(PROBLEM TO WORK ON) When a line in the records contains the string "white", copy that line.

[Start of section]

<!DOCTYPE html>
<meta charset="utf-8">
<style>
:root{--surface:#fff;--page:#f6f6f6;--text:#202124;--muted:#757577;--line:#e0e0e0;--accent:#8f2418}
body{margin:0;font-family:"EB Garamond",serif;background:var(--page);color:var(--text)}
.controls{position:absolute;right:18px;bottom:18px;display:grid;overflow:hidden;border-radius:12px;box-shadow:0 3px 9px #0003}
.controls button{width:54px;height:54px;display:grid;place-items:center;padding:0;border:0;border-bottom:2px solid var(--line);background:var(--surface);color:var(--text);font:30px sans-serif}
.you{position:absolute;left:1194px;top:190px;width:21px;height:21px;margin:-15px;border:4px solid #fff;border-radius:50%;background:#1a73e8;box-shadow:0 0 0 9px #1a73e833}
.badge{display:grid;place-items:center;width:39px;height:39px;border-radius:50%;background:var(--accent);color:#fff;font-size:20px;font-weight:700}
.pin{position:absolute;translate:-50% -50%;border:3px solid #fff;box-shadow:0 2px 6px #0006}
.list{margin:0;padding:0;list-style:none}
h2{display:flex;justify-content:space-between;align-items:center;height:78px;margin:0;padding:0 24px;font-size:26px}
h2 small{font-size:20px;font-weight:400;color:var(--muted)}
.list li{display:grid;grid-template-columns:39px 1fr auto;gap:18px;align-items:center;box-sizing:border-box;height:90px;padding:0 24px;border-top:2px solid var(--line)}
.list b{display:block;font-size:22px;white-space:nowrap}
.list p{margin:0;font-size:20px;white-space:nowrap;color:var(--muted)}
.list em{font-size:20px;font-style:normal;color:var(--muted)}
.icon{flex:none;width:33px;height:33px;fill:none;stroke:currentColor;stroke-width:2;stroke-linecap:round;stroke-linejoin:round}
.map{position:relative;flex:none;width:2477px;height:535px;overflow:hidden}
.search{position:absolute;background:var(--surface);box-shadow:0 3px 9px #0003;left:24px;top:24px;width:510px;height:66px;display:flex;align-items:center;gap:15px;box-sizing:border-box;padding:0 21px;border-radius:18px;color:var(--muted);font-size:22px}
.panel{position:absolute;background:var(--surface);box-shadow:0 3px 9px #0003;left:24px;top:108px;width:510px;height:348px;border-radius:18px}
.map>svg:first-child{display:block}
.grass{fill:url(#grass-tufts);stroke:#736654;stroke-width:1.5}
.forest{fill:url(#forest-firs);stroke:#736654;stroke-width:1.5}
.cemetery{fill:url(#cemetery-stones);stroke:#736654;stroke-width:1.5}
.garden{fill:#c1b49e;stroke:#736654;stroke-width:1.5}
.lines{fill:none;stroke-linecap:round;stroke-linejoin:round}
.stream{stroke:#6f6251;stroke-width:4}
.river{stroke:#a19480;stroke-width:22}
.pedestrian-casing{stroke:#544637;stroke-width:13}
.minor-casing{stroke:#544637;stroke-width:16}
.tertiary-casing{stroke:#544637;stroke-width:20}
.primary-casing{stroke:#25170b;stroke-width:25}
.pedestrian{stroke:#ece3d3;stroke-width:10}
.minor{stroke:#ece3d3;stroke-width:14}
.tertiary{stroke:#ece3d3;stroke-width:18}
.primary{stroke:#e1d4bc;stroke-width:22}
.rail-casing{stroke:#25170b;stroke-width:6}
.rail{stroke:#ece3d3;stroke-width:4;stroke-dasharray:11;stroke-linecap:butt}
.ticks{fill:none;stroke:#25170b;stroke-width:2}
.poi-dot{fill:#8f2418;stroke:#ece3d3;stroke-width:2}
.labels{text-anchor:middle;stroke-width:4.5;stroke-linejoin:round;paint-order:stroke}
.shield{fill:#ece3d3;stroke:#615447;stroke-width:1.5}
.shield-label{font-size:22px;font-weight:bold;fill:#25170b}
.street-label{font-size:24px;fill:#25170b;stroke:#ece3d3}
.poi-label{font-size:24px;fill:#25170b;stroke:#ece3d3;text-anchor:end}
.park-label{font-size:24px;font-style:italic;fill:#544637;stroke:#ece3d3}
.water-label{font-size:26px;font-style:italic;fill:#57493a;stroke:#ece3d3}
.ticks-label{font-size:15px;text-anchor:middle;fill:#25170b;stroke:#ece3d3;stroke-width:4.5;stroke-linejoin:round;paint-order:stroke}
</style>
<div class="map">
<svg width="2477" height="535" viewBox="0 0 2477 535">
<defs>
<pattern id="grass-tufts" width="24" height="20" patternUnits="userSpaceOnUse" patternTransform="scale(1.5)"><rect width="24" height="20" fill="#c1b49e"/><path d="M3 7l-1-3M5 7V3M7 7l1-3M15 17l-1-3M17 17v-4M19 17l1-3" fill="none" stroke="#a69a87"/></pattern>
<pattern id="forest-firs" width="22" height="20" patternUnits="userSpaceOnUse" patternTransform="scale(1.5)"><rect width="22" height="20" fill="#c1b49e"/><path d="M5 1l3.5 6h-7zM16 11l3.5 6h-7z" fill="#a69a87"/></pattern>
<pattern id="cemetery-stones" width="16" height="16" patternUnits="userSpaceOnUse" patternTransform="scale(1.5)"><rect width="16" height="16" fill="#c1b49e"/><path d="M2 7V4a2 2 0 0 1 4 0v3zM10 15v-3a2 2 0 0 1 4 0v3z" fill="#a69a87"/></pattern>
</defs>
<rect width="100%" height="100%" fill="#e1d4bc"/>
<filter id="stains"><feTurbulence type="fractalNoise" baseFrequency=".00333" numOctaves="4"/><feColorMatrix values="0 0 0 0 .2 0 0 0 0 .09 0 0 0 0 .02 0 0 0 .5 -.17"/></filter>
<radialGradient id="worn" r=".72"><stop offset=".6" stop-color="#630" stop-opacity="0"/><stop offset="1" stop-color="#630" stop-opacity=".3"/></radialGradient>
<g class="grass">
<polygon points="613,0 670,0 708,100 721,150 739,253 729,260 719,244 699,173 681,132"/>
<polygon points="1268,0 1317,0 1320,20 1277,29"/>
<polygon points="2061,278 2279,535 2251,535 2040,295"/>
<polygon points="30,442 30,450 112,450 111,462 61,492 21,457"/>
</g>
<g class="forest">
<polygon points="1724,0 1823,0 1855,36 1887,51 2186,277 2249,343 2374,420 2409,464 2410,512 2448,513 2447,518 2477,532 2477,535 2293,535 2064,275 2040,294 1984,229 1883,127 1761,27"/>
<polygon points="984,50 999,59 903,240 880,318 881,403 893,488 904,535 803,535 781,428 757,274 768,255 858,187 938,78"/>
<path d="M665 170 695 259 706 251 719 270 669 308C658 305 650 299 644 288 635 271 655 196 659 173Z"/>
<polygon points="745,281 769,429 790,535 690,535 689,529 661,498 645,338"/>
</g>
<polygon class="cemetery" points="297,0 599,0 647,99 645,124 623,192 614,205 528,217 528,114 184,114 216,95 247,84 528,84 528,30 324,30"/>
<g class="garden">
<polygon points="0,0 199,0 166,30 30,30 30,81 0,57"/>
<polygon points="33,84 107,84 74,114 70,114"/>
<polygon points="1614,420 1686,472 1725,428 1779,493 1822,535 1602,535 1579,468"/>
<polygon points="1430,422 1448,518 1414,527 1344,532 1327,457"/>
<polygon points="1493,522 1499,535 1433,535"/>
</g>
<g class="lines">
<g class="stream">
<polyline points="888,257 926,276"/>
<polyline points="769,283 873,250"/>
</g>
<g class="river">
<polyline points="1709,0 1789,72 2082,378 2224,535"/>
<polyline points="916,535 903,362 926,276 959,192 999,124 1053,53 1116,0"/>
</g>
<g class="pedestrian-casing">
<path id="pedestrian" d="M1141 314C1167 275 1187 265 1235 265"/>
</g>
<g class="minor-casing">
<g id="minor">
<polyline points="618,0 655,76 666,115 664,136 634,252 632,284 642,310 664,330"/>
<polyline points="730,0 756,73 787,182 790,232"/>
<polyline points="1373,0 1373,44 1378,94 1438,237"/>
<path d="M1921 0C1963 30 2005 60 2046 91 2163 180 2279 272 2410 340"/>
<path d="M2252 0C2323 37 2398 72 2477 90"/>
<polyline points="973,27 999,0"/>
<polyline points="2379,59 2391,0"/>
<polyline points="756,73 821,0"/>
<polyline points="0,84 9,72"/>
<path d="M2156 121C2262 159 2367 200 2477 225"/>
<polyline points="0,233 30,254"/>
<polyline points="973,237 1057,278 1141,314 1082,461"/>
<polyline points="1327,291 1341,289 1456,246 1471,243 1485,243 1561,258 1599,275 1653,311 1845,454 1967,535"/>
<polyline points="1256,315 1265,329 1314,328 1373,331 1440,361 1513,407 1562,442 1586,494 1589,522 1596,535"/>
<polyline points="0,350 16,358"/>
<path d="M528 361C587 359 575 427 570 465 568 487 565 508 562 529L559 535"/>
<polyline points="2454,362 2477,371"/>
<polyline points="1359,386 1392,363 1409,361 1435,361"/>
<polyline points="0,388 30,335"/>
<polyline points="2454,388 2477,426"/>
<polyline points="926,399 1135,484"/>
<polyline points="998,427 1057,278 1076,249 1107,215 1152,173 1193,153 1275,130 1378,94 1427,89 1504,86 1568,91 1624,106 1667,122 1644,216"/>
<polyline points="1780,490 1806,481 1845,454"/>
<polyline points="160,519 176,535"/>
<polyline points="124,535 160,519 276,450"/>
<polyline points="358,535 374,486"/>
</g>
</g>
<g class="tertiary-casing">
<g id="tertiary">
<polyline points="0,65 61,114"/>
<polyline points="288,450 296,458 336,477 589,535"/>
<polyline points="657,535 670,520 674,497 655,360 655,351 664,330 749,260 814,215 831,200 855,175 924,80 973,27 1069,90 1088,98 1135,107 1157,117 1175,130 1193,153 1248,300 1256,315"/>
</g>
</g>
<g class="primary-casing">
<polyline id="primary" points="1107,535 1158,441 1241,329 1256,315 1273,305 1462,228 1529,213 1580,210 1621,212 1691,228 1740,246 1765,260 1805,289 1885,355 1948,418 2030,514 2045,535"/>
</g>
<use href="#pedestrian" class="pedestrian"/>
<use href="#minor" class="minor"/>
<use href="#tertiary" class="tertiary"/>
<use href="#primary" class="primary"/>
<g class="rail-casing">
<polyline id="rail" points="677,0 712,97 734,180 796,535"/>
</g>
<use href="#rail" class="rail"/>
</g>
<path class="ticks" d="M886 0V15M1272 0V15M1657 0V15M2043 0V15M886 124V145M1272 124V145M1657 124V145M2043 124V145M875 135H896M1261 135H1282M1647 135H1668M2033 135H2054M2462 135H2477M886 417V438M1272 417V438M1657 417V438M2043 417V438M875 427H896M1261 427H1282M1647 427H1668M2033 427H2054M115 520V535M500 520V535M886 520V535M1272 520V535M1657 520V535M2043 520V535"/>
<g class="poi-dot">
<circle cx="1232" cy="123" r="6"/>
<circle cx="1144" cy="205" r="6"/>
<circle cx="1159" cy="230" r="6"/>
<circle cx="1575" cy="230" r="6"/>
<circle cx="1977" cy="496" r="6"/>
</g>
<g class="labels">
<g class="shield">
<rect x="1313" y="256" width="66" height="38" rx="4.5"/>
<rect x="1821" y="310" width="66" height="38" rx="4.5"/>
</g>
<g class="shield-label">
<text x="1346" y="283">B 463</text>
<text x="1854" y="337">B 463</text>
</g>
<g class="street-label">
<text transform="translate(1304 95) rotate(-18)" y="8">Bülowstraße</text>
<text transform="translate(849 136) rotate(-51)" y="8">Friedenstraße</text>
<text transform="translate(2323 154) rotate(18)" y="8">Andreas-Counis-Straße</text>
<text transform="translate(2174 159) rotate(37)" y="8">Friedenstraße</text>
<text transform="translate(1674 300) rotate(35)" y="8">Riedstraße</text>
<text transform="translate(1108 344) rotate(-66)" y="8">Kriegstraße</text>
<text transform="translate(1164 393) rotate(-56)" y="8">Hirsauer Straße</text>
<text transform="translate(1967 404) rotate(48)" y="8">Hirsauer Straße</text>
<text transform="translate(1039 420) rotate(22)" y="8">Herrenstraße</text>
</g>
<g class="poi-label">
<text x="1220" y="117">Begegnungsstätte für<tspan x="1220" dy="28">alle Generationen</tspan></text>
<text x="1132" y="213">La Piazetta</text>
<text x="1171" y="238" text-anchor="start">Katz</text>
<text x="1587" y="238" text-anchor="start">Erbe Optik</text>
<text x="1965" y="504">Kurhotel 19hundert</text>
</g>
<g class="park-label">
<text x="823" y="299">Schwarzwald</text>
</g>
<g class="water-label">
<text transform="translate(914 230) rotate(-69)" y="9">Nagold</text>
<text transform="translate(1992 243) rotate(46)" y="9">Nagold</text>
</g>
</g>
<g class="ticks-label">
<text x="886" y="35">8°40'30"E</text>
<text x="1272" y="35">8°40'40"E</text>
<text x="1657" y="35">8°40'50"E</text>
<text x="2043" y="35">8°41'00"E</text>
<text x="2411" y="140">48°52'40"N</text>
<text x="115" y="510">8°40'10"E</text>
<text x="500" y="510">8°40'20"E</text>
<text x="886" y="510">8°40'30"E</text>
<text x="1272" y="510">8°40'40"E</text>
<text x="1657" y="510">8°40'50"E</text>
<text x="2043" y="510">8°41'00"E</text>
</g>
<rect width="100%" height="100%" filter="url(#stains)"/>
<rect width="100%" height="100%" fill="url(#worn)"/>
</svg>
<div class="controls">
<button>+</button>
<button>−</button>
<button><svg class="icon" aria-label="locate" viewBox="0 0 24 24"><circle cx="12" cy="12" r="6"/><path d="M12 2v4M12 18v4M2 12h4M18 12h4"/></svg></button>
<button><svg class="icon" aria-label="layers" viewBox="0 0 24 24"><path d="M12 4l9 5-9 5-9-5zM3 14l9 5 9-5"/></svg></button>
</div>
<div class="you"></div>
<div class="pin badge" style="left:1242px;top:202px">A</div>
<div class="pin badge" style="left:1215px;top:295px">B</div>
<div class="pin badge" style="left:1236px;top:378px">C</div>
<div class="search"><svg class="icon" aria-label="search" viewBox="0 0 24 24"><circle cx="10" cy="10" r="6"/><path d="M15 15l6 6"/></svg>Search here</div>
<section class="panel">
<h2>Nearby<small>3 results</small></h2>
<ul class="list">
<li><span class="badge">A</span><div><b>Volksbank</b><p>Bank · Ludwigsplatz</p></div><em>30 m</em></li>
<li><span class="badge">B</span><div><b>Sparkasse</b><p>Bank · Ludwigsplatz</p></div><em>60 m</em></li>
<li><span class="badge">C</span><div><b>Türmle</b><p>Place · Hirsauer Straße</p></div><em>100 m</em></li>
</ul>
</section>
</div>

[End of section]
[Start of section]

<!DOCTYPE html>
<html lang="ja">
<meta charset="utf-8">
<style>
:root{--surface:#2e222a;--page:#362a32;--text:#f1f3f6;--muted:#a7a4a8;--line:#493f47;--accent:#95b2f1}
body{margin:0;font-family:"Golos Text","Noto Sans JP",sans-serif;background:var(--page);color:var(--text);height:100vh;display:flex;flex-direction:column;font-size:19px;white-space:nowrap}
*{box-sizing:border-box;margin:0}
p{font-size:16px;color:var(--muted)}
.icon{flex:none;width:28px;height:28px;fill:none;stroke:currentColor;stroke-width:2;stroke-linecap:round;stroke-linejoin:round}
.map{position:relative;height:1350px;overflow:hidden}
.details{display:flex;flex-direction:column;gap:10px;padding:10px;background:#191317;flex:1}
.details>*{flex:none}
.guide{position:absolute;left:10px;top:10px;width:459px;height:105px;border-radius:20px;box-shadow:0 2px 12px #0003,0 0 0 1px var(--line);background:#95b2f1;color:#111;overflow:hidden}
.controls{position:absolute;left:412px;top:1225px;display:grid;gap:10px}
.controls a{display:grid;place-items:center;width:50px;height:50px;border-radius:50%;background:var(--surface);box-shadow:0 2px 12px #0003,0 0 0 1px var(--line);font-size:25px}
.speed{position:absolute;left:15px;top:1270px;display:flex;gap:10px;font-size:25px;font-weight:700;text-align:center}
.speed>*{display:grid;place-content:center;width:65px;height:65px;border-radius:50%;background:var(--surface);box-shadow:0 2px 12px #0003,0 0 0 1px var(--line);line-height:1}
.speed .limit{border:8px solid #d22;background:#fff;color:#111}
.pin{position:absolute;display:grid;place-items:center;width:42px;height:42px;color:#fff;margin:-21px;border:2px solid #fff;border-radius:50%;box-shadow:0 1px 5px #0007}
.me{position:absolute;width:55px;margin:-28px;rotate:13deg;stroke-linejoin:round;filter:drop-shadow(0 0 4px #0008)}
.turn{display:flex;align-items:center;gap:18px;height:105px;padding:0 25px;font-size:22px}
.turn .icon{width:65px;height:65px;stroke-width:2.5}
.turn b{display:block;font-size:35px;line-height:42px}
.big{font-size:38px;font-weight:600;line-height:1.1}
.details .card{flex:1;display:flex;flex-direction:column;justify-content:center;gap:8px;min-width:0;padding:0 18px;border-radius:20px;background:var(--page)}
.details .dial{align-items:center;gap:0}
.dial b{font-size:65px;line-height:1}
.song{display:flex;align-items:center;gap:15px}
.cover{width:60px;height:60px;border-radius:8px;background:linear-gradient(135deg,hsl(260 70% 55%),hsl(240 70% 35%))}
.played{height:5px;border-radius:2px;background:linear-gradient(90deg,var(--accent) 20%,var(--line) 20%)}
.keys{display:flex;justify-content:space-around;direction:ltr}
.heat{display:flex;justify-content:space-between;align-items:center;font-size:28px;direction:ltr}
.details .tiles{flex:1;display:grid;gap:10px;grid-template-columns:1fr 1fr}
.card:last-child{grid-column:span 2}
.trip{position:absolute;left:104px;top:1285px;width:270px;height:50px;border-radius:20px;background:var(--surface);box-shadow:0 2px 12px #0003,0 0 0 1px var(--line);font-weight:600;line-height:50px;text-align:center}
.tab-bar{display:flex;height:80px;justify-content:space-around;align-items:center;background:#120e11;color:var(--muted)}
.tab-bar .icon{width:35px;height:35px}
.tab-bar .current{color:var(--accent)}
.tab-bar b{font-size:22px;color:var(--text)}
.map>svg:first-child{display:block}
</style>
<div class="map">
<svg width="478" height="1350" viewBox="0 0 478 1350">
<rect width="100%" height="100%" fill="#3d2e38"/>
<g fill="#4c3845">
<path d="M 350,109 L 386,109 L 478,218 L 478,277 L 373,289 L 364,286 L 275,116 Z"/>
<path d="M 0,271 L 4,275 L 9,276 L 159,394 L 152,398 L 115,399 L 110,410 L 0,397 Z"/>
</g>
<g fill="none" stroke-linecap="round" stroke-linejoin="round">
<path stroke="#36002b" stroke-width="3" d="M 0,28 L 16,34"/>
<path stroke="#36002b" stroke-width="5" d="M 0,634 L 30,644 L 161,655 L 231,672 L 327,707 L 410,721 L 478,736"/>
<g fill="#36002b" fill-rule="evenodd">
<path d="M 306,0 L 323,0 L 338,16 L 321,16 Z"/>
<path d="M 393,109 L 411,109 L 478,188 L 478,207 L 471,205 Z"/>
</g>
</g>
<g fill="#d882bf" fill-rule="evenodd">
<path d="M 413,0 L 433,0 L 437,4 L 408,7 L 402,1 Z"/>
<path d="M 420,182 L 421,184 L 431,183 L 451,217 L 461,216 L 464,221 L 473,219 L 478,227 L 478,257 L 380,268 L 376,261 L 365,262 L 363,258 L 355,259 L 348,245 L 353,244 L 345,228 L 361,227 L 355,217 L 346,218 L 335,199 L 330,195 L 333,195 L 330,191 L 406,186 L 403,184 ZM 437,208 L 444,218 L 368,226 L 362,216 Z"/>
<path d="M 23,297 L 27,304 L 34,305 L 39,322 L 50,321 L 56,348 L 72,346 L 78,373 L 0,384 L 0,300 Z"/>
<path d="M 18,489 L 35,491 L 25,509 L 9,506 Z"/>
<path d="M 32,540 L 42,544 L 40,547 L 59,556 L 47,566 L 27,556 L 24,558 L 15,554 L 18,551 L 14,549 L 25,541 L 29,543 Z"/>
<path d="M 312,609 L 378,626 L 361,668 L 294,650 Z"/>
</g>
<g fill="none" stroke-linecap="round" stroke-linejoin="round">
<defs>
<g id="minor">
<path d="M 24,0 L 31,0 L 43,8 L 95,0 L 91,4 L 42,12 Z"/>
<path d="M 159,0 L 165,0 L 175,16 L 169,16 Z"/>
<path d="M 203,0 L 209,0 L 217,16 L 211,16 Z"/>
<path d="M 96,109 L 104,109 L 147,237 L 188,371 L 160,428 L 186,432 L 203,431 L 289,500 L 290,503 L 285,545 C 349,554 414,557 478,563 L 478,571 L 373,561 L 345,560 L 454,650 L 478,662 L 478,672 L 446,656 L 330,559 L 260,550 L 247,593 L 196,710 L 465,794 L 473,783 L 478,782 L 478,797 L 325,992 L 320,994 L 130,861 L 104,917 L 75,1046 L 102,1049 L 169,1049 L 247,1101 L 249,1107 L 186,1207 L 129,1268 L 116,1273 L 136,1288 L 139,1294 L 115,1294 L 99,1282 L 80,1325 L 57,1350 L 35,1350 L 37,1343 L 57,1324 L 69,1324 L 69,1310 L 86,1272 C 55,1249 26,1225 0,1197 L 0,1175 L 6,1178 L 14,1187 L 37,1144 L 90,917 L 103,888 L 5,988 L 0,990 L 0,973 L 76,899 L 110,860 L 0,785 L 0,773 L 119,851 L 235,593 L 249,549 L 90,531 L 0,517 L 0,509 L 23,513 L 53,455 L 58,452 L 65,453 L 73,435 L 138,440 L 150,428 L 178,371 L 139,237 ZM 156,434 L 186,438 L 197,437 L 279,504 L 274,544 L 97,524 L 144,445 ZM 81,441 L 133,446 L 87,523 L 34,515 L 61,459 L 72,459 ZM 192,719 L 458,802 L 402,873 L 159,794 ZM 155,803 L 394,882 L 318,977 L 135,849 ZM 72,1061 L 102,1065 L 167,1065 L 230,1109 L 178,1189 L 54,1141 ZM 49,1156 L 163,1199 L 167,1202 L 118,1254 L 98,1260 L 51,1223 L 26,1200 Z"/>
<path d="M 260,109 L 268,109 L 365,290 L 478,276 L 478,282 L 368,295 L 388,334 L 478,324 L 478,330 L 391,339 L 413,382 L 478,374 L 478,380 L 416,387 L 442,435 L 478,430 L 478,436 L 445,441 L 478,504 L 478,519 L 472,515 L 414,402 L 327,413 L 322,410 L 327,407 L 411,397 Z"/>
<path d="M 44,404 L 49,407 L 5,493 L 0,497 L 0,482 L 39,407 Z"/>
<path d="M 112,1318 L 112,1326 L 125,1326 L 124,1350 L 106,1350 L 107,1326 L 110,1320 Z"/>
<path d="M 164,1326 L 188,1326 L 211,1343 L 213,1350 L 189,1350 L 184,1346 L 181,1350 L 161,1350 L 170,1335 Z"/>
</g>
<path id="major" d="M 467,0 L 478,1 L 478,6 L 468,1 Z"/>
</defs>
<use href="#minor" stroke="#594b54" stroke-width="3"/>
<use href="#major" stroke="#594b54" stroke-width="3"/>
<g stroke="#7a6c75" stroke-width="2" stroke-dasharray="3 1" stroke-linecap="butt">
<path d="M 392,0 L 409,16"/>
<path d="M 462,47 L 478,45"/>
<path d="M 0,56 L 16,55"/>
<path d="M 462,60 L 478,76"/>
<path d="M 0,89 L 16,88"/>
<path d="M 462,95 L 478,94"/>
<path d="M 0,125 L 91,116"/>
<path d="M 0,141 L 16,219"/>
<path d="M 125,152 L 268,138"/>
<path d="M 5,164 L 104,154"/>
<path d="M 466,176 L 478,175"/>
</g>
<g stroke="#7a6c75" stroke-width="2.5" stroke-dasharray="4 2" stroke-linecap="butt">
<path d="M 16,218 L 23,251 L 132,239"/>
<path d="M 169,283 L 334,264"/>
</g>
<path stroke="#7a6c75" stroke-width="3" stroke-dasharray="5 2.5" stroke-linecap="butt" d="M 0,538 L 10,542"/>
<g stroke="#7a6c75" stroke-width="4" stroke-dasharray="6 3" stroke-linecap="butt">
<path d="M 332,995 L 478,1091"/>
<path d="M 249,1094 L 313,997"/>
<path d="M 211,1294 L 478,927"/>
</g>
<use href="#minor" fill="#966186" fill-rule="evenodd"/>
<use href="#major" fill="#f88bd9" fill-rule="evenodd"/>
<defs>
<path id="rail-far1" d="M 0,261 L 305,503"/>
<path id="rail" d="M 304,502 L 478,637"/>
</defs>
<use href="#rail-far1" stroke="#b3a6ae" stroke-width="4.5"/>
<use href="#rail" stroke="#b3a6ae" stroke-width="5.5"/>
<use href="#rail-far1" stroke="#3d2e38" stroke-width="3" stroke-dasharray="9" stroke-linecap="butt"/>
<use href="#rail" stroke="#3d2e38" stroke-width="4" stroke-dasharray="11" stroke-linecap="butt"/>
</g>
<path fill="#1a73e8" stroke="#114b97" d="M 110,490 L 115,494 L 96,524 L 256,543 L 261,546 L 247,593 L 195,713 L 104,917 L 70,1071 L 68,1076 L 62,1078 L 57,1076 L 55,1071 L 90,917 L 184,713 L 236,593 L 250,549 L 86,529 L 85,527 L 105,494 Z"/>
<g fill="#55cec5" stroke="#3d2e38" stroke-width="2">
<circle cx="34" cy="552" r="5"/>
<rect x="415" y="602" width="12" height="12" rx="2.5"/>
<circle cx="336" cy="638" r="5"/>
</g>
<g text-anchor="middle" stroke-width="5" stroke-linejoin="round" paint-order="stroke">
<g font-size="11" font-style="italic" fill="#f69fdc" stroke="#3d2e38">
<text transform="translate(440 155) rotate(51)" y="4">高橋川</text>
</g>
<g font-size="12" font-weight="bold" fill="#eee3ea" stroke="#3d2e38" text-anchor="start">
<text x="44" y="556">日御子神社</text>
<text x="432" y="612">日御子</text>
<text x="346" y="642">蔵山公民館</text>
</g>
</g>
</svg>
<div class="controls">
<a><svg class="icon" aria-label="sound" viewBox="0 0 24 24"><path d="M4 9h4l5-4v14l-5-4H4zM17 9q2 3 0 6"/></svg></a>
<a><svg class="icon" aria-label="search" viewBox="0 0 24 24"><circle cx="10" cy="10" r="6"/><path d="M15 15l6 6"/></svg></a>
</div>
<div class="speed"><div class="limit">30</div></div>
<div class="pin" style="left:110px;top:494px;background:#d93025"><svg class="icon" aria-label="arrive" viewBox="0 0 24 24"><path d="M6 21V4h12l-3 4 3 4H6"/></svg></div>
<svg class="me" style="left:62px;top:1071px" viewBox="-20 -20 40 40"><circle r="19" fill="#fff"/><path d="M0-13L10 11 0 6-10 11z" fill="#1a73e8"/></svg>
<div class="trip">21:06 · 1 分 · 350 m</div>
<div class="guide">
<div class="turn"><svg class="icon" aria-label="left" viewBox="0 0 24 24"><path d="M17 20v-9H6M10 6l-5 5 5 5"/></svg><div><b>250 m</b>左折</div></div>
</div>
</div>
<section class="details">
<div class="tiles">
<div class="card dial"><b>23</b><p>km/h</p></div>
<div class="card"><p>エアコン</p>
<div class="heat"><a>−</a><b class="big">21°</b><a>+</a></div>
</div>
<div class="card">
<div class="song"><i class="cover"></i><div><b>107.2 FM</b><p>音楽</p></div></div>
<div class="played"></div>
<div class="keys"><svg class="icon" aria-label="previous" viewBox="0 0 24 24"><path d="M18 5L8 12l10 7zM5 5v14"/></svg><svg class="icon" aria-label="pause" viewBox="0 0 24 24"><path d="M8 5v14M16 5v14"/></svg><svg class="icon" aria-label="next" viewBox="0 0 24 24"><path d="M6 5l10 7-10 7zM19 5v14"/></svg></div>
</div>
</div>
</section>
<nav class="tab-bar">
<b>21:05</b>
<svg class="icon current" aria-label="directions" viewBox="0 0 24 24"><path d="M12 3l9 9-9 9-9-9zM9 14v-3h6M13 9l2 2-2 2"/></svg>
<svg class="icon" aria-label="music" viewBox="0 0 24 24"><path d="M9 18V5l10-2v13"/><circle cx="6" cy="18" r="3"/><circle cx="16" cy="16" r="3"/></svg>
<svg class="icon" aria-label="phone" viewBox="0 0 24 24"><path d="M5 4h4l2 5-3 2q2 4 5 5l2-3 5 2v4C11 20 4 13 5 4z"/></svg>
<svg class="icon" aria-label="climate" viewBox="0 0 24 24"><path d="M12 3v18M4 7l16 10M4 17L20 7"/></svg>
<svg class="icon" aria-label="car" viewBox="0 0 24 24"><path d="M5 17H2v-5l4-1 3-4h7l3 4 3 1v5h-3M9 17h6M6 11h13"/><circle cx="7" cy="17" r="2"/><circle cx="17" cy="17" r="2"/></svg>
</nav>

[End of section]

(YOUR SOLUTION)
.list b{display:block;font-size:22px;white-space:nowrap}
.list p{margin:0;font-size:20px;white-space:nowrap;color:var(--muted)}
body{margin:0;font-family:"Golos Text","Noto Sans JP",sans-serif;background:var(--page);color:var(--text);height:100vh;display:flex;flex-direction:column;font-size:19px;white-space:nowrap}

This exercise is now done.